# Cutting back costs in Dubai apartments



## snakesonaplane (Aug 10, 2013)

Hi All,

Newly arrived twenty-something gal in Dubai, and have just moved into a nice apartment in JBR. Has anyone got any suggestions about how to cut back on bills, as they seem to be a bit pricey. 

Any advice gratefully received. 

Cheers.


----------



## Robbo5265 (Oct 23, 2012)

Buy a cooling tower fan and do not use AC if at all possible, and eat at home!


----------



## Lamplighter (Jul 20, 2010)

Robbo5265 said:


> Buy a cooling tower fan and do not use AC if at all possible, and eat at home!


I think I'm correct that JBR is district cooling from Empower, and there is a capacity charge for the AC (chiller fee) which is billable regardless of your consumption.

I guess someone from JBR can advise the usual split between capacity and consumption charges.

Careful use of AC will of course save money, but using alternative cooling methods (eg a tower fan) might not generate as much savings as you would hope or anticipate.


----------



## Robbo5265 (Oct 23, 2012)

Lamplighter said:


> I think I'm correct that JBR is district cooling from Empower, and there is a capacity charge for the AC (chiller fee) which is billable regardless of your consumption.
> 
> I guess someone from JBR can advise the usual split between capacity and consumption charges.
> 
> Careful use of AC will of course save money, but using alternative cooling methods (eg a tower fan) might not generate as much savings as you would hope or anticipate.


I live in Rimal and our side of the building is permanently in the shade so fortunately AC is not a must have and a cooling fan is sufficient.


----------



## Canuck_Sens (Nov 16, 2010)

I am not sure whether you rented or are sharing, but if you had chosen to live in a hotel apartment you could have dodged all together Dewa and internet.
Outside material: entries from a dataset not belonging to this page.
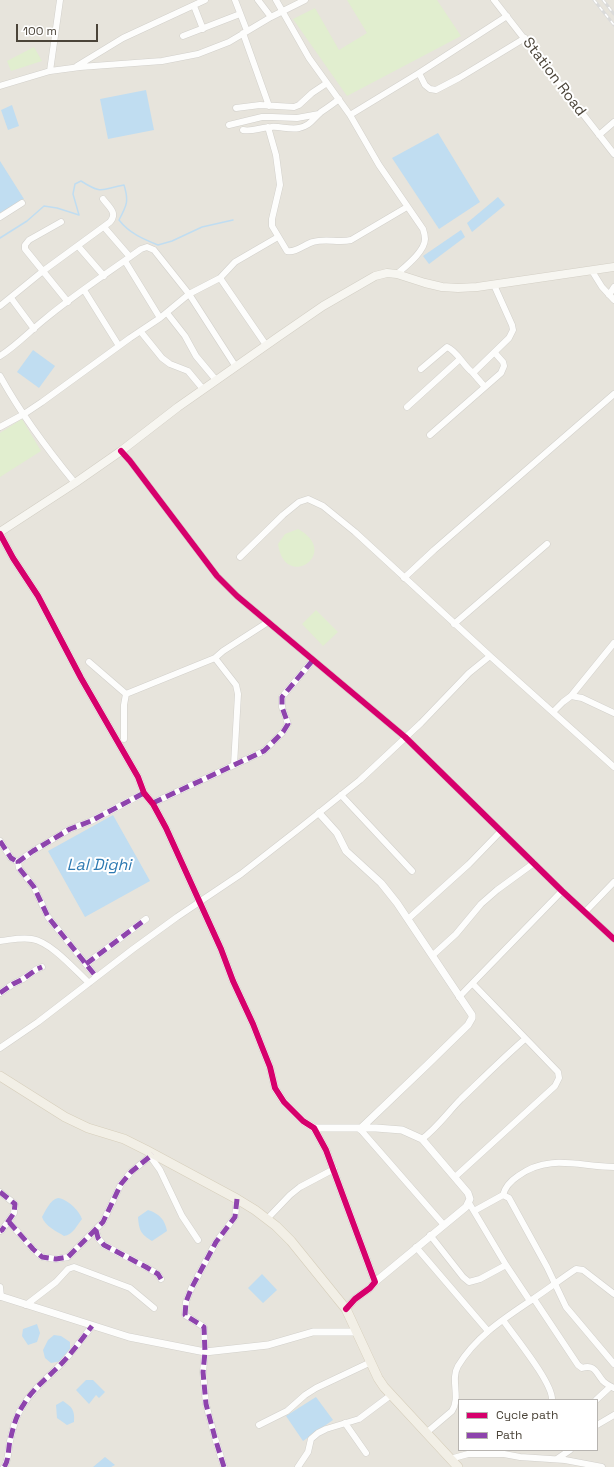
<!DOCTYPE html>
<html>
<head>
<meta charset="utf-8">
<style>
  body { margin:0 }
  #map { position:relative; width:614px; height:1467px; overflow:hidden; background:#f4f2ee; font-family:"Space Grotesk",sans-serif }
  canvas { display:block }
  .legend { position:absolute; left:458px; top:1399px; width:140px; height:52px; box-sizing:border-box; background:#fff; border:1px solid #b7b4b0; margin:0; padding:5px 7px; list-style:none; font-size:12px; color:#4b4439 }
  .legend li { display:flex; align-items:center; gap:8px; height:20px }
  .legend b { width:20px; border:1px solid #b7b4b0 }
  .scale { position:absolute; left:16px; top:24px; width:82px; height:18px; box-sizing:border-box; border:2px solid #4b4439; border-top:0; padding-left:5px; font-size:12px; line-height:14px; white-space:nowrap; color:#4b4439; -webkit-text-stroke:3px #fff; paint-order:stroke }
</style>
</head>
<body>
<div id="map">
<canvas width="614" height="1467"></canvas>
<ul class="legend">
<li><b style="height:5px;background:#d6006c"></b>Cycle path</li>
<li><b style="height:5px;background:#8e44ad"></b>Path</li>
</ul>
<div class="scale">100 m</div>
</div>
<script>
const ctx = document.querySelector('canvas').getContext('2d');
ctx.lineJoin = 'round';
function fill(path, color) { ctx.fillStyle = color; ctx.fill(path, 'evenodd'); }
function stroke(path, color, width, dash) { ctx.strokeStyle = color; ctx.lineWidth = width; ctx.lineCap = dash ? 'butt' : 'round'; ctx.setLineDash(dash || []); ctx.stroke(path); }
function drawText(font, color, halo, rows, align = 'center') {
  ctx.font = font + ' "Space Grotesk",sans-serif'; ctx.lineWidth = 4; ctx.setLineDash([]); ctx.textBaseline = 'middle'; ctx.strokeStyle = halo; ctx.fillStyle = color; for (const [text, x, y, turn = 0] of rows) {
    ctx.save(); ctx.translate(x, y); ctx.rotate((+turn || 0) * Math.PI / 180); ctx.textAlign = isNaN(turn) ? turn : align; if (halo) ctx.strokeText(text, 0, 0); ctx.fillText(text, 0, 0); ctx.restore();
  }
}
const residential = new Path2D(`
  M0,0H614V1467H0ZM459,1400H597V1450H459Z`);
const green = new Path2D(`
  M347,0H437L461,36L347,96L293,19L315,8L339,50L367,33Z
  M34,47L42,61L11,71L7,61Z
  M22,419L41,451L0,477V433Z
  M298,529C342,553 285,592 278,544L285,534Z
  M316,610L338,632L323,646L302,624Z`);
const water = new Path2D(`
  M146,90L154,130L108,139L100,99Z
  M12,105L19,126L8,130L1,110Z
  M438,133L480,202L439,229L392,158Z
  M0,161L24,199L0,213Z
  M498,197L505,205L472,232L467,223Z
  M461,230L465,237L429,264L423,256Z
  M33,350L55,366L39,388L17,372Z
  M113,815L150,881L85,917L48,851Z
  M58,1198C67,1199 79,1210 82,1219C77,1225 73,1235 64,1236C56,1231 45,1226 42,1217C46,1210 50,1200 58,1198Z
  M148,1210C160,1214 165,1220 167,1231L152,1241C141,1234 139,1231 138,1217Z
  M262,1274L277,1290L263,1303L248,1288Z
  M37,1324L40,1333L37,1342L28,1345L22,1336L23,1329Z
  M54,1335L61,1336L70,1342V1349L62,1361L51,1363L45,1358L43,1350L48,1340Z
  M86,1380H93L105,1392L99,1398L96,1395L89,1404L76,1390Z
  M316,1397L333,1420L303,1441L286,1416Z
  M63,1401C72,1407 75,1410 74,1422L67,1425L57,1418L56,1405Z
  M105,1457L115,1465L111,1467H93Z`);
const stream = new Path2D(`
  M0,238L27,221L44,206L57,208L79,215L73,194L75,184L81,181C103,195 101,189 124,185C129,201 127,205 119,220C129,233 143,239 158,245L172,241L202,227L233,220`);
const minor = new Path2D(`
  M235,0L247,31
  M258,0L271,17
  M276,0L309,58L350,115L379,165L423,229C424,232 425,236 425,239C425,251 406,266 397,274
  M494,0L614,154
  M194,6L203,29
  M243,33L269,106
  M183,36L240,14
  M77,66L123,38L205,0
  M50,71L60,0
  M419,73L425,85L430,89L436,90L459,78L525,38
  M0,86L50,71L80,67L162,61L198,54L229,42L271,17L305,0
  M236,108L260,105L294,107L299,105L312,93L327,83
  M350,115L419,73L507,16
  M229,125L262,117H272L297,118L319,114
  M268,127L276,155L280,185L272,219V226L287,251C296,253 305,244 313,242C326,238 338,243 351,240L407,207
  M243,130C252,132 262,127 271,127C280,126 290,130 299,128C310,126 313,119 321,112C327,108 333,104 339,99
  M599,135L614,122
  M0,217L22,203
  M61,222L29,240L25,245V249L68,302
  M104,227L130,257
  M78,246L104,276
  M125,261L160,318
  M592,271L602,287L614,300
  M220,278L266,345
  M84,290L119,346
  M609,295L614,287
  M11,298L34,329
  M0,306L43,271L110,222C118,213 109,207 103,199
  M167,313L185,336L196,356L216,380
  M141,332L162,358L170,364L188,371L203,389
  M0,356C16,346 30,331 45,319C75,294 109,272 141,249L147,247L154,250L189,294L236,367
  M421,369L447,347C457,351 463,365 472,372L475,371L509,338L513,330L512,325L494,285
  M472,372L485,387
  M0,376C21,414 47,449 75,483
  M407,407L460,359
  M0,427L24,414L42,402L130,338L160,318L189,294L220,278L235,262L278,237
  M430,435L501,373L504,366L503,362L495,353
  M121,451L130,461L217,576L237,596L405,737L562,891L614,939
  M240,557L283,515L299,502L308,499L323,506L355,532L490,656L614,767
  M404,578L434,550L614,394
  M454,624L547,544
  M89,662L126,694
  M571,696L614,643
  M553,712L563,702L571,696L582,698L614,713
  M124,739V705L126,694L215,658
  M234,765L238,694L236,685L215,658L223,651L268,622
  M341,795L412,871
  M153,804L155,802L264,751L283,732L288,724L282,707V697L313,660
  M0,841L11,858L18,862
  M585,912L614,882
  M408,919L469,864L501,831
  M0,941C10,940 21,937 32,939C51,942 75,970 89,983
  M433,955L456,934L481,904L497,890L534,863
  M86,964L146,919
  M94,974L48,917L34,887L19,868L18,862L33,851L70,829L91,821L144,793
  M0,993L13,984L23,979L37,969L42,967
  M459,997L562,891
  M0,1048L38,1022L133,949L177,917L241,874L300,828L360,780L421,723L469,673L490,656
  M360,1129L443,1224
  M422,1139C437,1128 448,1112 461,1099C482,1079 503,1058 525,1039
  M150,1156L160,1170L182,1216L198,1240
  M455,1177L555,1086L559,1078L558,1072L473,984
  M0,1192L15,1204L14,1213L2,1230L0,1231
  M503,1195C505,1187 512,1180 518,1176C549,1153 580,1167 614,1167
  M469,1203L506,1265L530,1301
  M474,1211L503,1195L509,1198L547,1267L566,1307L614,1364
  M267,1219L290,1195L300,1187L334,1169
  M9,1222L33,1249L42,1257L56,1259L68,1257L103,1222L121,1184L131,1172L153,1154
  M96,1230L98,1238L104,1245L146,1267L158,1274L161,1279
  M430,1235L463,1277L469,1282L480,1279L506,1265
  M416,1247L488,1331
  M0,1287L1,1297
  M534,1299L578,1365L582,1368C595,1364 596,1373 603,1381C606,1384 610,1386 614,1388
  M26,1305L56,1282L68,1269L74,1267L130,1288L154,1308
  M503,1320C514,1336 553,1383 552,1400
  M596,1400L610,1387
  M345,1423L366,1453
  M259,1425L287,1411L305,1395L316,1388L371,1362
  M597,1425L614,1415
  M426,1433L452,1411C461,1397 450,1380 458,1366C476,1336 505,1318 533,1299C548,1289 561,1279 576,1269L583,1270L614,1294
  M450,1459L468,1454H504L520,1457L565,1460L602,1467
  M557,1459L570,1450
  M4,1467C9,1461 8,1449 10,1441C13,1428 16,1415 24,1404C34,1387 50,1376 63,1362C74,1350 83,1338 92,1326
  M224,1467L215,1438L206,1404L203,1372L205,1352L204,1327L185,1315L186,1302L191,1289L216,1242L235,1217L237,1199
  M298,1467L308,1452L311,1439L318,1433L326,1429L359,1419L391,1395`);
const tertiary = new Path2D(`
  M0,534L13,558L38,596L81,678L138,777L144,793L153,804L166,828L221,949L233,981L253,1024L262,1047L270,1067L275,1088L284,1102L303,1121L314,1128L326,1150L375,1282L370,1288L355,1299L346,1309
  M319,813L337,833L346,851L381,883L397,903L472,1015V1018L468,1025L426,1066L360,1129
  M314,1128H376L402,1130L422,1139L468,1193L470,1199L466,1207L375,1282
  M0,1296L129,1337L205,1352L268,1345L313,1332H357`);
const secondary = new Path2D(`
  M0,532L75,483L121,451L178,407L278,337L323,306L375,276L387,273L397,274L425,283L442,287L458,288L477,287L614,267`);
const primary = new Path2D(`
  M0,1076L65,1117L88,1128L124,1139L146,1150L237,1199L255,1210L276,1226L291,1241L346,1309L378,1378L384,1387L458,1467`);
const rail = new Path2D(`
  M594,0L614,25
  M603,0L614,14`);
const quiet = new Path2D(`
  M153,804L155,802L264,751L283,732L288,724L282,707V697L313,660
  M0,841L11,858L18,862
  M86,964L146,919
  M94,974L48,917L34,887L19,868L18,862L33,851L70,829L91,821L144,793
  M0,993L13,984L23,979L37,969L42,967
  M0,1192L15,1204L14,1213L2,1230L0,1231
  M9,1222L33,1249L42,1257L56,1259L68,1257L103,1222L121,1184L131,1172L153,1154
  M96,1230L98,1238L104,1245L146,1267L158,1274L161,1279
  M4,1467C9,1461 8,1449 10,1441C13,1428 16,1415 24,1404C34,1387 50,1376 63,1362C74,1350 83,1338 92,1326
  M224,1467L215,1438L206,1404L203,1372L205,1352L204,1327L185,1315L186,1302L191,1289L216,1242L235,1217L237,1199`);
const cycleway = new Path2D(`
  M121,451L130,461L217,576L237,596L405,737L562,891L614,939
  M0,534L13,558L38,596L81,678L138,777L144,793L153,804L166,828L221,949L233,981L253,1024L262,1047L270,1067L275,1088L284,1102L303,1121L314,1128L326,1150L375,1282L370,1288L355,1299L346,1309`);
const streetNames = [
  ["Station Road",554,77,53]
];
const waterNames = [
  ["Lal Dighi",99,866]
];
fill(residential, '#e7e4dc');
fill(green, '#e1eecf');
fill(water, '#c0ddf1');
stroke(stream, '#c0ddf1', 1.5);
stroke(minor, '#d2d0cb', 7);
stroke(tertiary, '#d2d0cb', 8);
stroke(secondary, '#d3cfc5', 9);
stroke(primary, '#d6cebb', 10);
stroke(minor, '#fdfdfc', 6);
stroke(tertiary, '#fdfdfc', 7);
stroke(secondary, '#f7f6f1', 8);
stroke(primary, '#f2efe6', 9);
stroke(rail, '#dbdbda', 3);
stroke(rail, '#fff', 1.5, [4.5]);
stroke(quiet, '#8e44ad', 5, [10, 5]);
stroke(cycleway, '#d6006c', 6);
drawText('15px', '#4b4439', '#fff', streetNames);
drawText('italic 16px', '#2e7ab2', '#fff', waterNames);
</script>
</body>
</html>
I saved tons doing thisas it is part of the "package" granted in my allowance.

And yes eat at home because where you live restos are expensive. In fact everything. The neighbourhood of choice has its consequences.


----------



## Lamplighter (Jul 20, 2010)

Robbo5265 said:


> I live in Rimal and our side of the building is permanently in the shade so fortunately AC is not a must have and a cooling fan is sufficient.


Can you opt out of the centralised a/c altogether, or do you still have to pay an amount for capacity charge and common areas? I guess from what you say, it is not a substantial/significant proportion of the would-be bill.


----------



## Mr Rossi (May 16, 2009)

Canuck_Sens said:


> I am not sure whether you rented or are sharing, but if you had chosen to live in a hotel apartment you could have dodged all together Dewa and internet. I saved tons doing thisas it is part of the "package" granted in my allowance.


Yes, she could have also saved money by getting a job that pays a higher salary too. Or maybe even not came to Dubai, that's how you save 100% on your DEWA bills.


----------



## Robbo5265 (Oct 23, 2012)

Lamplighter said:


> Can you opt out of the centralised a/c altogether, or do you still have to pay an amount for capacity charge and common areas? I guess from what you say, it is not a substantial/significant proportion of the would-be bill.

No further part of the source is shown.